On October 29, 2025, the Bank of Canada (BoC) is scheduled to release its next monetary policy update — a move that could reshape mortgage rates, lending terms, and borrowing decisions. Coming off a September rate cut to 2.50 %, this October decision will be closely watched by homeowners, buyers, and renovators alike. In this post, we break down what the decision may be, how it can affect different mortgage types, and strategies borrowers should consider.

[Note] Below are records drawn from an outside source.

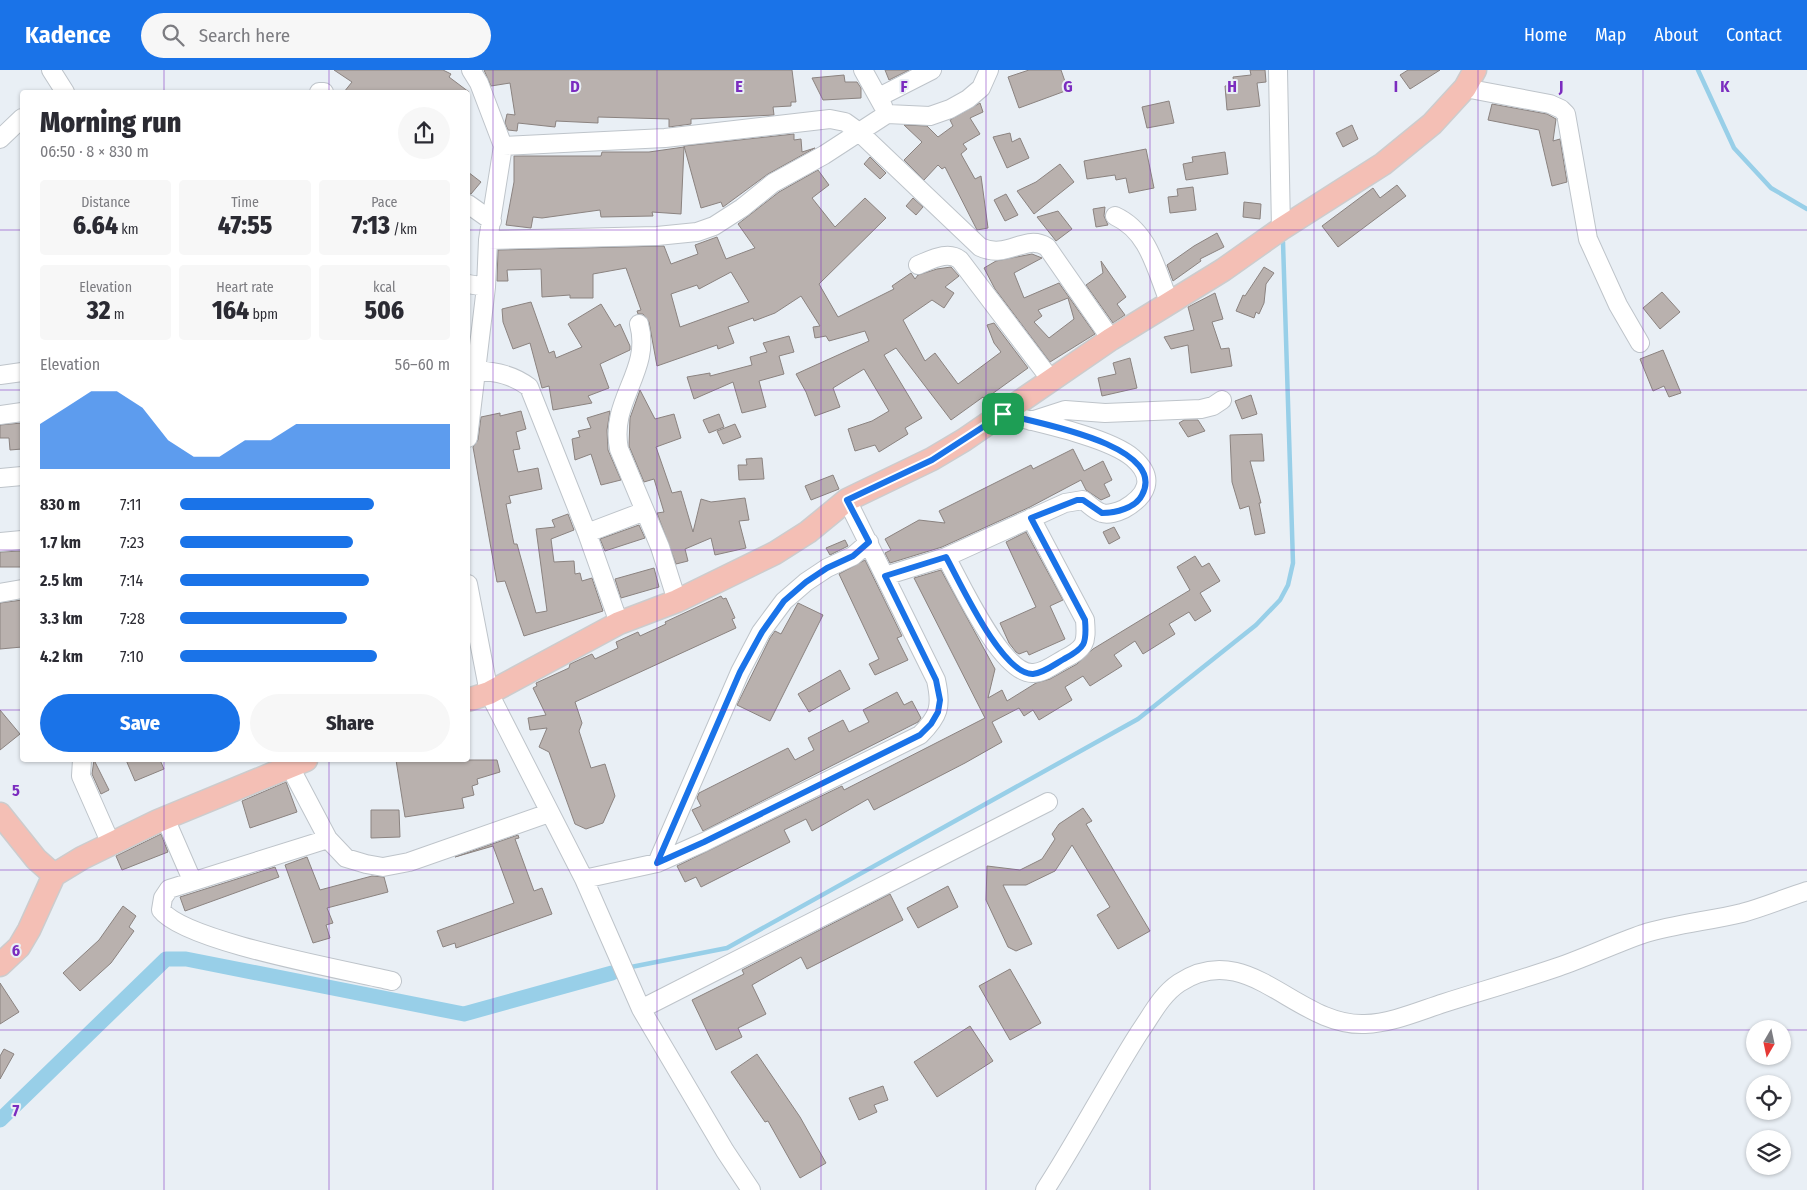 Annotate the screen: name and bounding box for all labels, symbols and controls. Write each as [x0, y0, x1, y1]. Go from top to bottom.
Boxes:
search box [141, 13, 491, 58]
text: Kadence [25, 21, 111, 49]
icon: search [159, 21, 187, 49]
text: Search here [199, 24, 290, 47]
text: Home [1524, 24, 1567, 46]
text: Map [1595, 24, 1626, 46]
text: About [1654, 24, 1698, 46]
text: Contact [1726, 24, 1782, 46]
text: D [570, 77, 580, 96]
text: E [735, 77, 743, 96]
text: F [900, 77, 908, 96]
text: G [1063, 77, 1073, 96]
text: H [1227, 77, 1237, 96]
text: I [1394, 77, 1398, 96]
text: J [1558, 77, 1563, 96]
text: K [1720, 77, 1730, 96]
text: Morning run [40, 106, 181, 139]
button: share [398, 107, 450, 159]
text: 06:50 · 8 × 830 m [40, 142, 149, 161]
text: Distance [81, 194, 130, 211]
text: Time [231, 194, 259, 211]
text: Pace [371, 194, 397, 211]
text: 6.64 [73, 211, 118, 241]
text: 47:55 [218, 211, 272, 241]
text: 7:13 [351, 211, 390, 241]
text: km [118, 221, 139, 238]
text: /km [390, 221, 417, 238]
text: Elevation [79, 279, 132, 296]
text: Heart rate [216, 279, 274, 296]
text: kcal [373, 279, 396, 296]
text: 32 [87, 296, 110, 326]
text: 164 [212, 296, 249, 326]
text: 506 [364, 296, 404, 326]
text: m [110, 306, 124, 323]
text: bpm [249, 306, 278, 323]
text: Elevation [40, 355, 100, 374]
text: 56–60 m [395, 355, 450, 374]
pin [982, 393, 1024, 435]
icon: arrive [989, 400, 1017, 428]
text: 830 m [40, 495, 80, 514]
text: 7:11 [120, 495, 141, 514]
text: 1.7 km [40, 533, 81, 552]
text: 7:23 [120, 533, 144, 552]
text: 2.5 km [40, 571, 83, 590]
text: 7:14 [120, 571, 143, 590]
text: 3.3 km [40, 609, 83, 628]
text: 7:28 [120, 609, 145, 628]
text: 4.2 km [40, 647, 83, 666]
text: 7:10 [120, 647, 144, 666]
button: Save [40, 694, 240, 752]
button: Share [250, 694, 450, 752]
text: 5 [12, 781, 20, 800]
text: 6 [12, 941, 20, 960]
north arrow [1746, 1020, 1791, 1065]
map controls [1746, 1020, 1791, 1175]
button: locate [1746, 1075, 1791, 1120]
text: 7 [13, 1101, 20, 1120]
button: layers [1746, 1130, 1791, 1175] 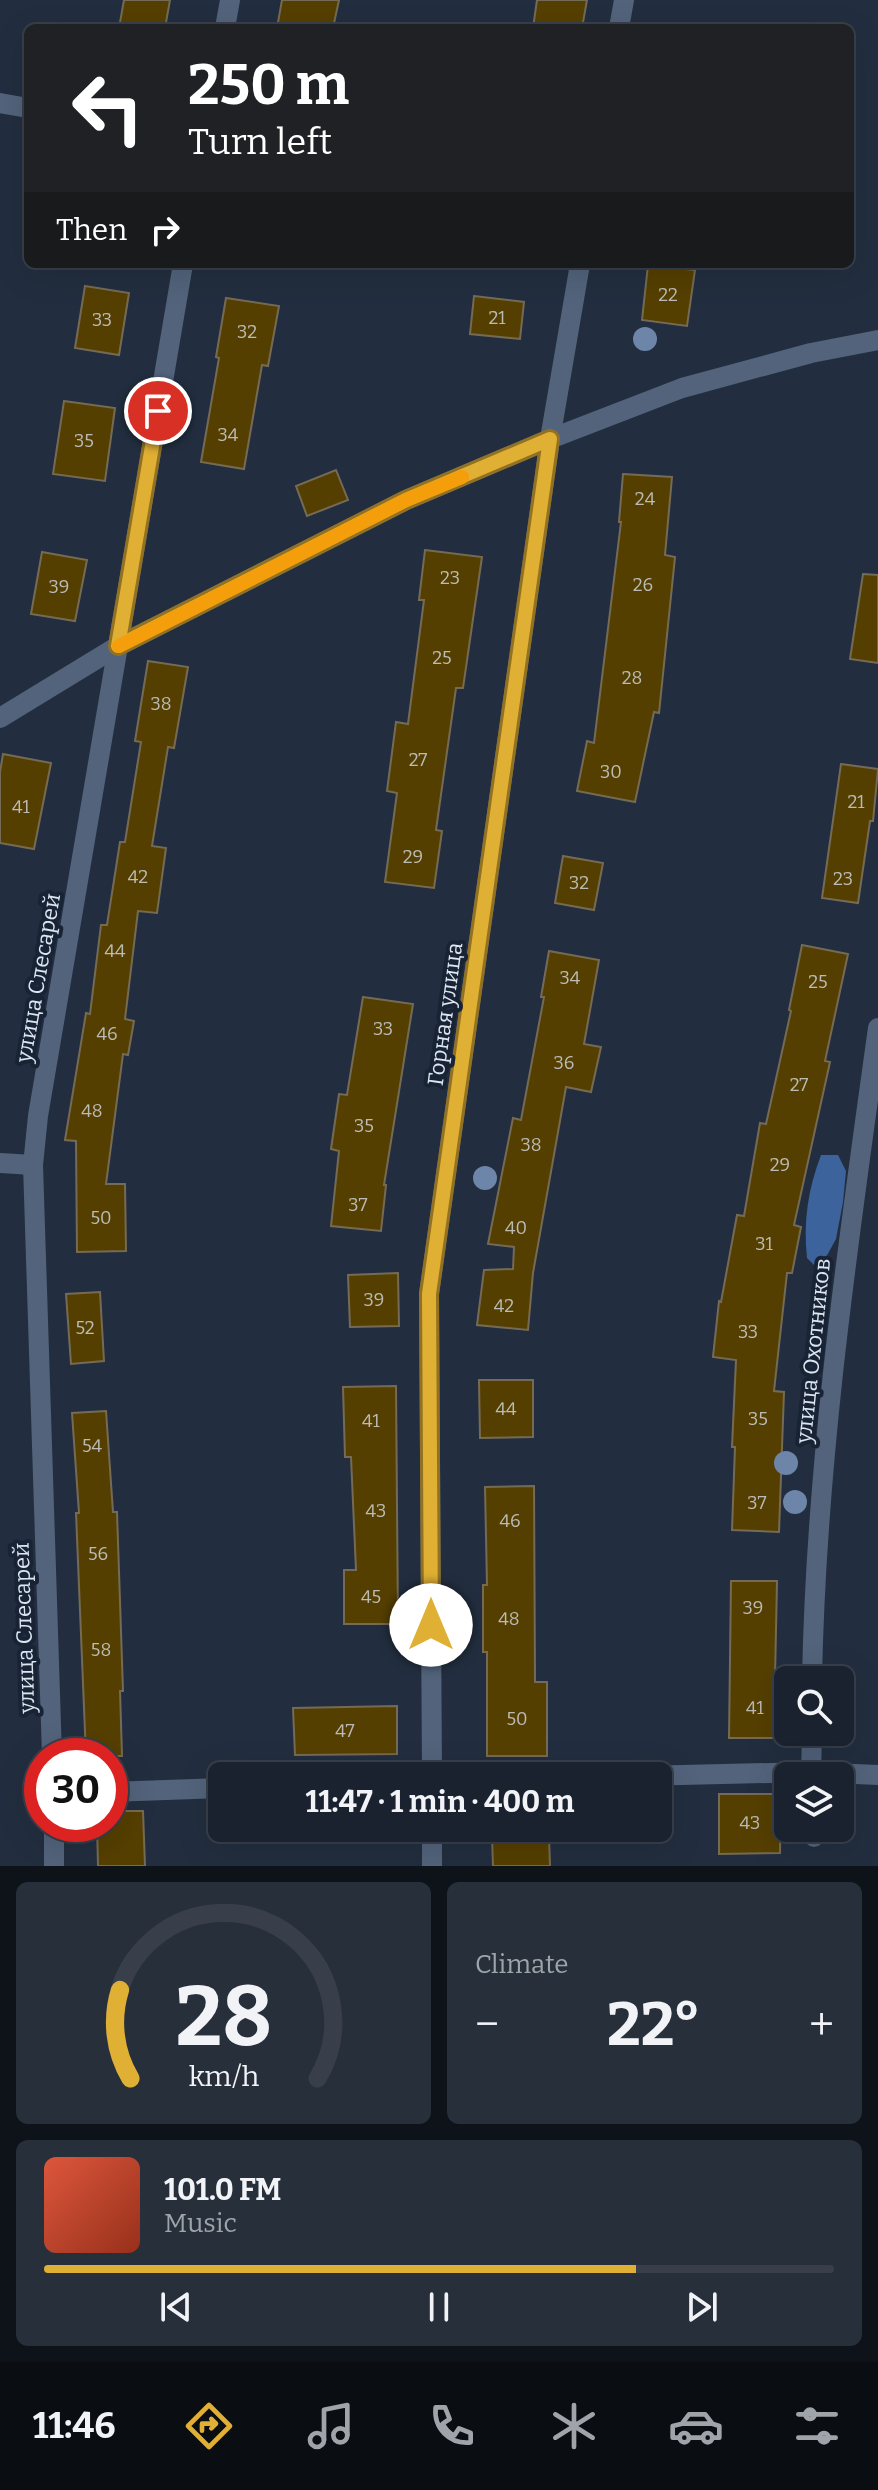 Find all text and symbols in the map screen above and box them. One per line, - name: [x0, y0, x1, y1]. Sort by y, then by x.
- text: 250 m: [188, 52, 349, 119]
- icon: left: [56, 56, 160, 160]
- text: Turn left: [188, 120, 332, 164]
- icon: right: [143, 208, 187, 252]
- text: Then: [56, 212, 127, 248]
- house number: 22: [658, 284, 678, 306]
- house number: 21: [488, 307, 506, 329]
- house number: 33: [92, 309, 112, 331]
- house number: 32: [237, 321, 257, 343]
- pin: [124, 377, 192, 445]
- icon: arrive: [136, 389, 180, 433]
- house number: 34: [218, 424, 239, 446]
- house number: 35: [74, 430, 94, 452]
- house number: 24: [635, 488, 656, 510]
- house number: 23: [440, 567, 460, 589]
- house number: 26: [633, 574, 653, 596]
- house number: 39: [49, 576, 69, 598]
- house number: 25: [432, 647, 452, 669]
- house number: 28: [622, 667, 642, 689]
- house number: 38: [150, 693, 172, 715]
- house number: 27: [409, 749, 427, 771]
- house number: 30: [600, 761, 622, 783]
- house number: 21: [847, 791, 865, 813]
- house number: 41: [12, 796, 31, 818]
- house number: 29: [403, 846, 423, 868]
- house number: 42: [128, 866, 148, 888]
- house number: 23: [833, 868, 853, 890]
- house number: 32: [569, 872, 589, 894]
- street label: улица Слесарей: [10, 891, 66, 1066]
- house number: 44: [104, 940, 126, 962]
- street label: Горная улица: [422, 941, 468, 1087]
- house number: 34: [560, 967, 581, 989]
- house number: 25: [808, 971, 828, 993]
- house number: 33: [373, 1018, 393, 1040]
- house number: 46: [96, 1023, 118, 1045]
- house number: 36: [554, 1052, 574, 1074]
- house number: 27: [790, 1074, 808, 1096]
- house number: 48: [81, 1100, 103, 1122]
- house number: 35: [354, 1115, 374, 1137]
- house number: 38: [520, 1134, 542, 1156]
- house number: 29: [770, 1154, 790, 1176]
- house number: 37: [348, 1194, 368, 1216]
- house number: 50: [90, 1207, 112, 1229]
- house number: 40: [505, 1217, 527, 1239]
- house number: 31: [755, 1233, 773, 1255]
- street label: улица Охотников: [790, 1257, 836, 1446]
- house number: 39: [364, 1289, 384, 1311]
- house number: 42: [494, 1295, 514, 1317]
- house number: 52: [75, 1317, 95, 1339]
- house number: 33: [738, 1321, 758, 1343]
- house number: 44: [495, 1398, 517, 1420]
- house number: 35: [748, 1408, 768, 1430]
- house number: 41: [362, 1410, 381, 1432]
- house number: 54: [82, 1435, 103, 1457]
- house number: 37: [747, 1492, 767, 1514]
- house number: 43: [366, 1500, 386, 1522]
- house number: 46: [499, 1510, 521, 1532]
- street label: улица Слесарей: [8, 1542, 41, 1715]
- house number: 56: [88, 1543, 108, 1565]
- position arrow: [389, 1583, 473, 1667]
- house number: 45: [361, 1586, 381, 1608]
- house number: 39: [743, 1597, 763, 1619]
- house number: 48: [498, 1608, 520, 1630]
- house number: 58: [91, 1639, 111, 1661]
- map controls: [774, 1666, 854, 1842]
- button: search: [774, 1666, 854, 1746]
- house number: 41: [746, 1697, 765, 1719]
- house number: 50: [506, 1708, 528, 1730]
- house number: 47: [335, 1720, 355, 1742]
- speed limit sign: 30: [24, 1738, 128, 1842]
- button: layers: [774, 1762, 854, 1842]
- text: 11:47 · 1 min · 400 m: [306, 1784, 574, 1820]
- house number: 43: [740, 1812, 760, 1834]
- text: Climate: [475, 1949, 569, 1980]
- text: 28: [175, 1967, 272, 2067]
- text: 22°: [607, 1989, 701, 2061]
- text: −: [475, 1998, 499, 2051]
- text: +: [809, 1998, 834, 2051]
- text: km/h: [188, 2059, 259, 2094]
- text: 101.0 FM: [164, 2172, 282, 2208]
- text: Music: [164, 2208, 237, 2239]
- icon: previous: [154, 2285, 198, 2329]
- icon: pause: [417, 2285, 461, 2329]
- icon: next: [680, 2285, 724, 2329]
- icon: directions: [181, 2398, 237, 2454]
- icon: music: [303, 2398, 359, 2454]
- icon: phone: [424, 2398, 480, 2454]
- icon: climate: [546, 2398, 602, 2454]
- icon: car: [668, 2398, 724, 2454]
- icon: filters: [789, 2398, 845, 2454]
- text: 11:46: [33, 2404, 116, 2448]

In September 2025, the BoC lowered its policy rate from 2.75 % to 2.50 % in response to cooling inflation and softening growth
RBC analysts expect another 25 basis-point cut in October, citing weak labour and inflation trends
However, some economists remain cautious: market conditions, oil prices, and global inflation risks could delay further easing.
Mortgage rate forecasts suggest the overnight policy rate might fall further to 2.25 % by the end of 2025 .
Because variable-rate mortgages track the bank prime rate, which is directly influenced by the BoC’s policy rate, a rate cut would generally lead to lower interest costs for borrowers. Monthly payments could decrease or more of your payment would go toward principal rather than interest.
Fixed-rate mortgages won’t immediately change for existing borrowers. However, new mortgage offers and refinancing rates could respond. As expectations for rate cuts grow, lenders often price fixed mortgages more competitively — particularly for shorter fixed terms or special promos.
Borrowers renewing their mortgage or seeking to refinance should watch closely. A rate cut in October could mean better offers, especially if their renewal or refinancing occurs shortly after the BoC decision.
A cut often boosts affordability and may stimulate demand, especially among first-time buyers. Conversely, if the BoC holds instead of cutting, mortgage rates might remain elevated for some time, constraining buying power.
Lock in a rate hold in advance: Some lenders allow you to secure today’s rate while awaiting the decision.
Flexible or shorter-term fixed: Opting for 2- or 3-year fixed terms gives you room to adjust if rates fall further.
Split (hybrid) mortgages: Part fixed, part variable — to balance security with upside.
Get renewal or refinance quotes early: Having multiple offers ready allows you to act quickly after the BoC decision.
Stress-test your budget: Ensure you can handle payments if rates don’t move as expected.